DATASET EXTRACT:
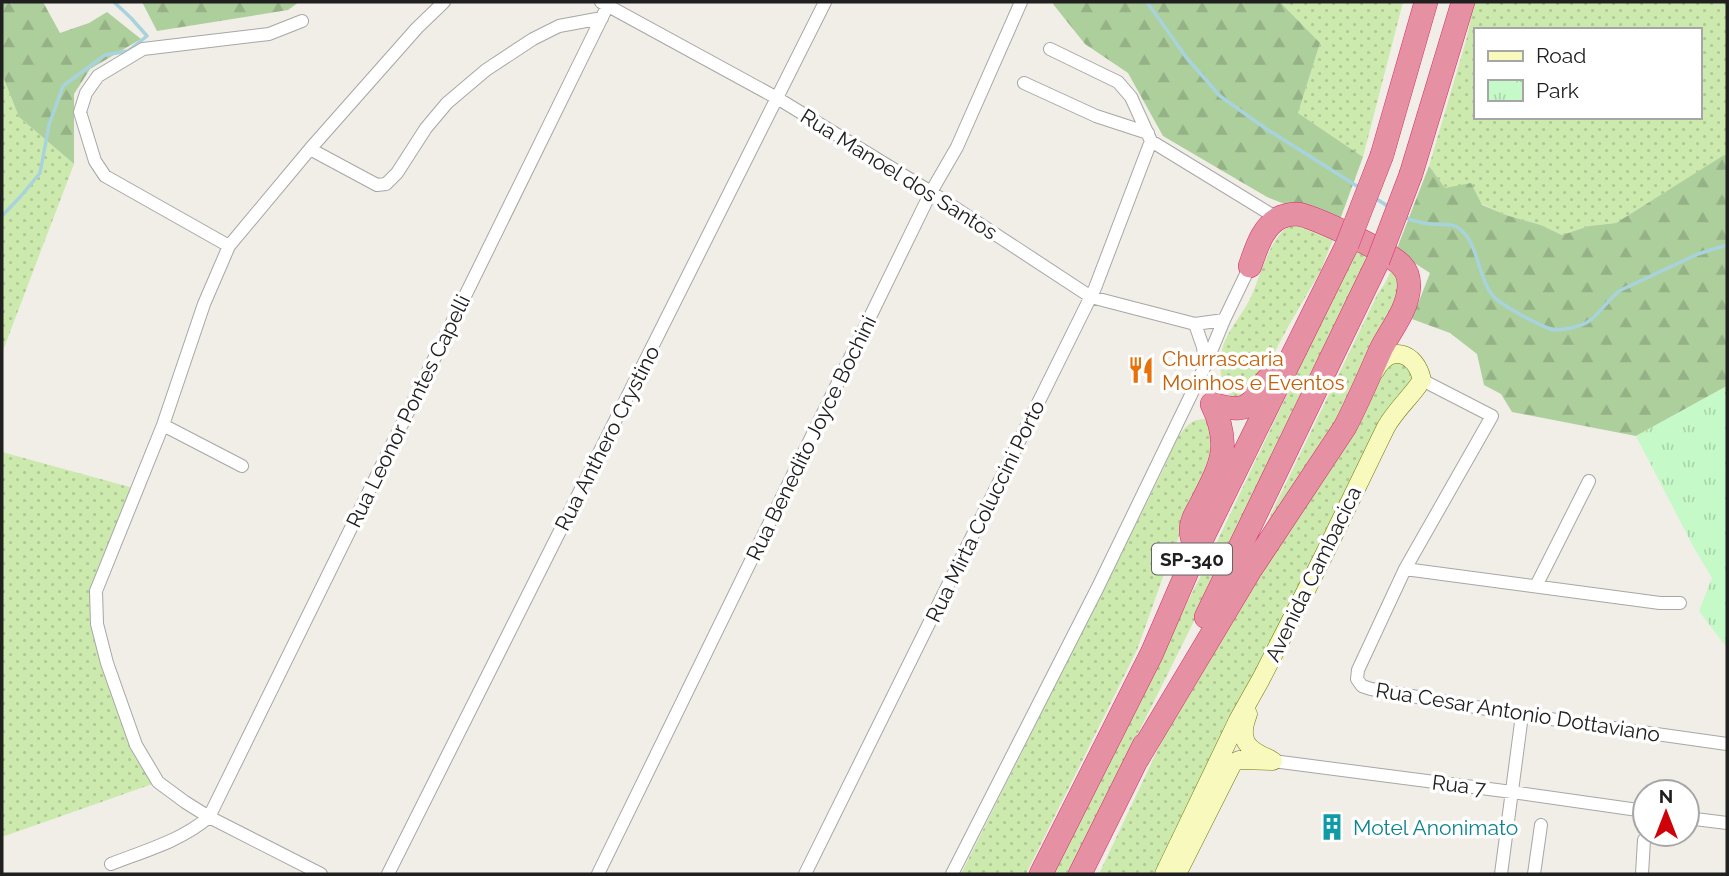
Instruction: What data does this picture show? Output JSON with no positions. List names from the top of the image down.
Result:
{
  "streets": {
    "highway": ["SP-340"],
    "street": [
      "Rua Manoel dos Santos",
      "Rua Leonor Pontes Capelli",
      "Rua Anthero Crystino",
      "Rua Benedito Joyce Bochini",
      "Rua Mirta Coluccini Porto",
      "Avenida Cambacica",
      "Rua Cesar Antonio Dottaviano",
      "Rua 7"
    ]
  },
  "crossings": [
    ["Rua Manoel dos Santos", "Rua Leonor Pontes Capelli"],
    ["Rua Manoel dos Santos", "Rua Anthero Crystino"],
    ["Rua Manoel dos Santos", "Rua Benedito Joyce Bochini"],
    ["Rua Manoel dos Santos", "Rua Mirta Coluccini Porto"],
    ["Avenida Cambacica", "Rua Cesar Antonio Dottaviano"]
  ],
  "places": {
    "restaurant": ["Churrascaria Moinhos e Eventos"],
    "building": ["Motel Anonimato"]
  },
  "legend": ["Road", "Park"],
  "north": "top"
}
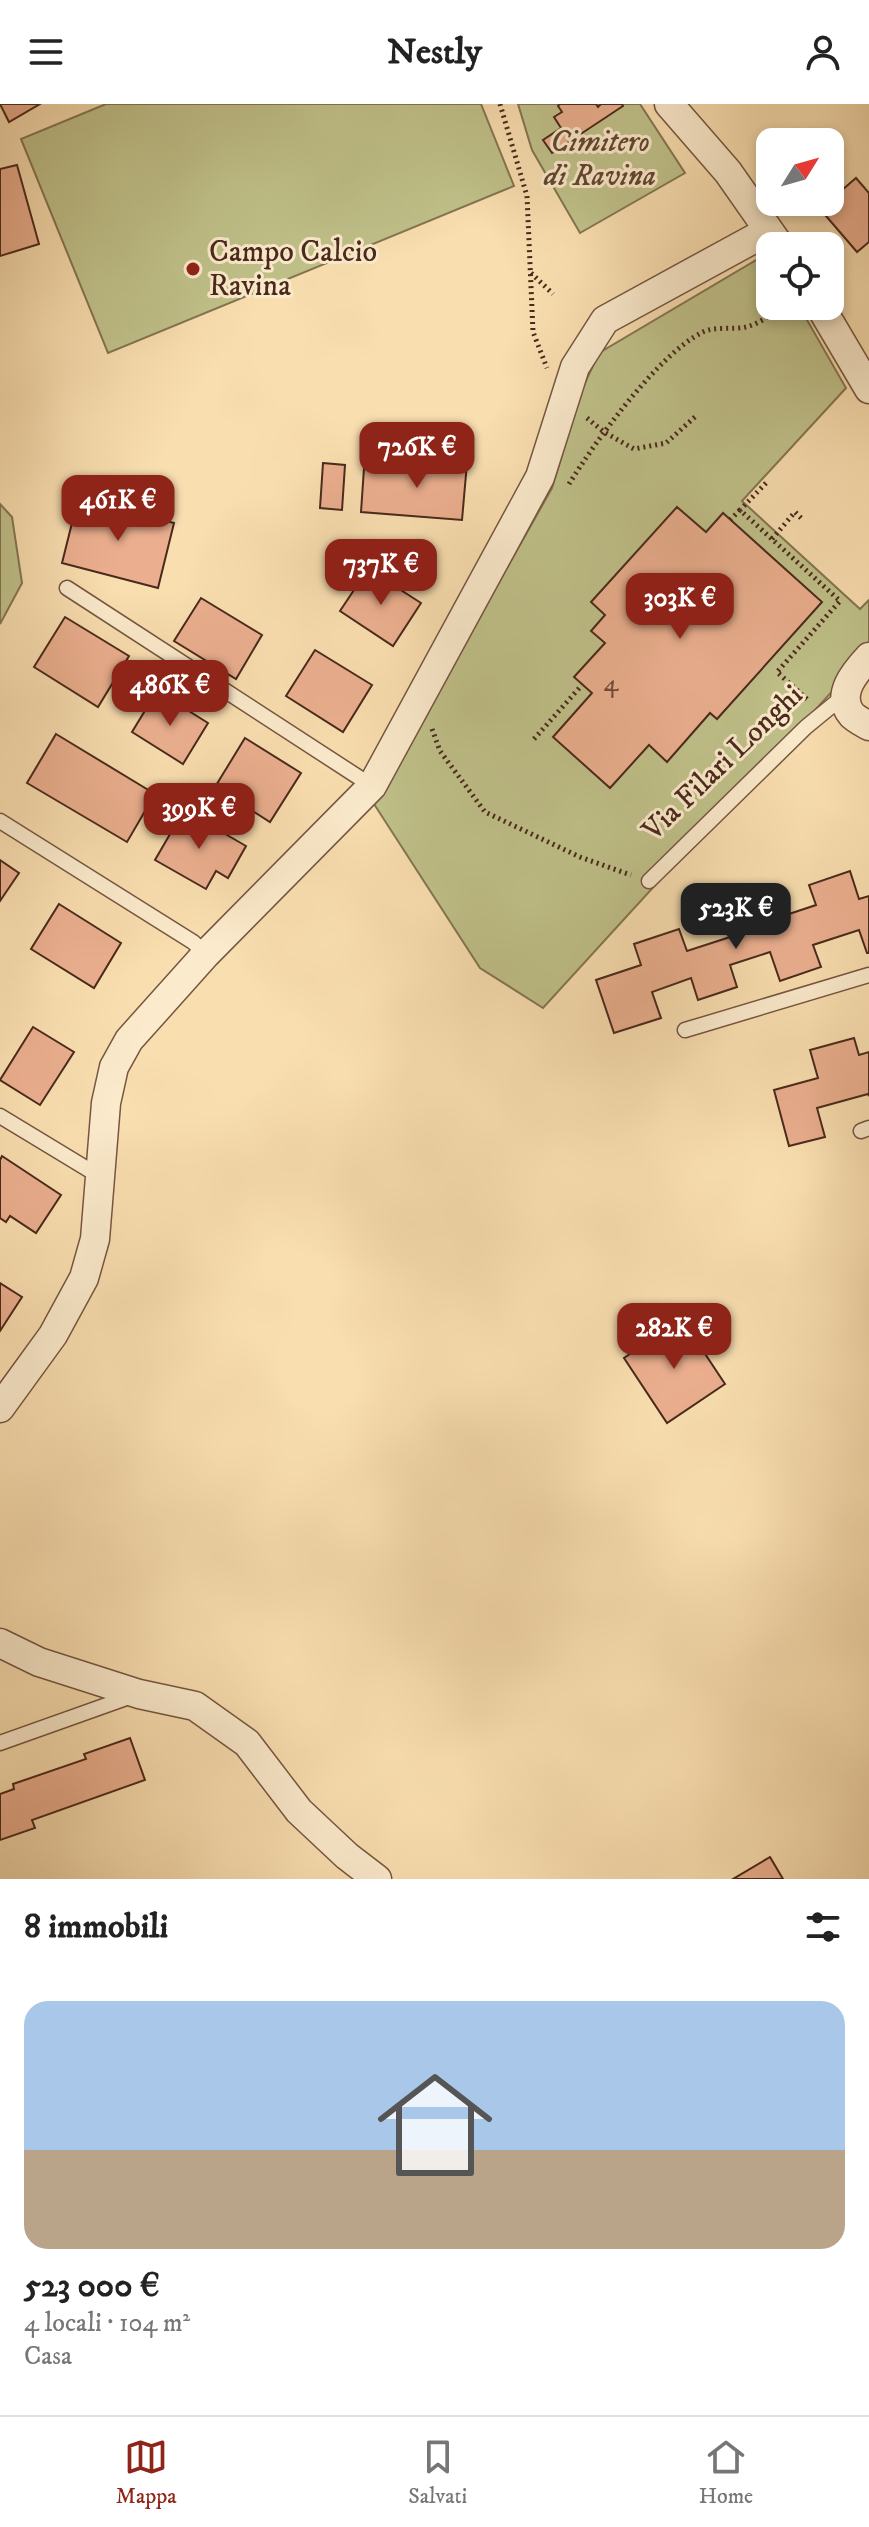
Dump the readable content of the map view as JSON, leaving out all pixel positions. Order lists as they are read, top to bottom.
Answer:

EXERCISE: Retrieve all lines from the data that contain the string "positions".

SOLUTION FOR THIS EXERCISE:
Instruction: What data does this picture show? Output JSON with no positions. List names from the top of the image down.
Dump the readable content of the map view as JSON, leaving out all pixel positions. Order lists as they are read, top to bottom.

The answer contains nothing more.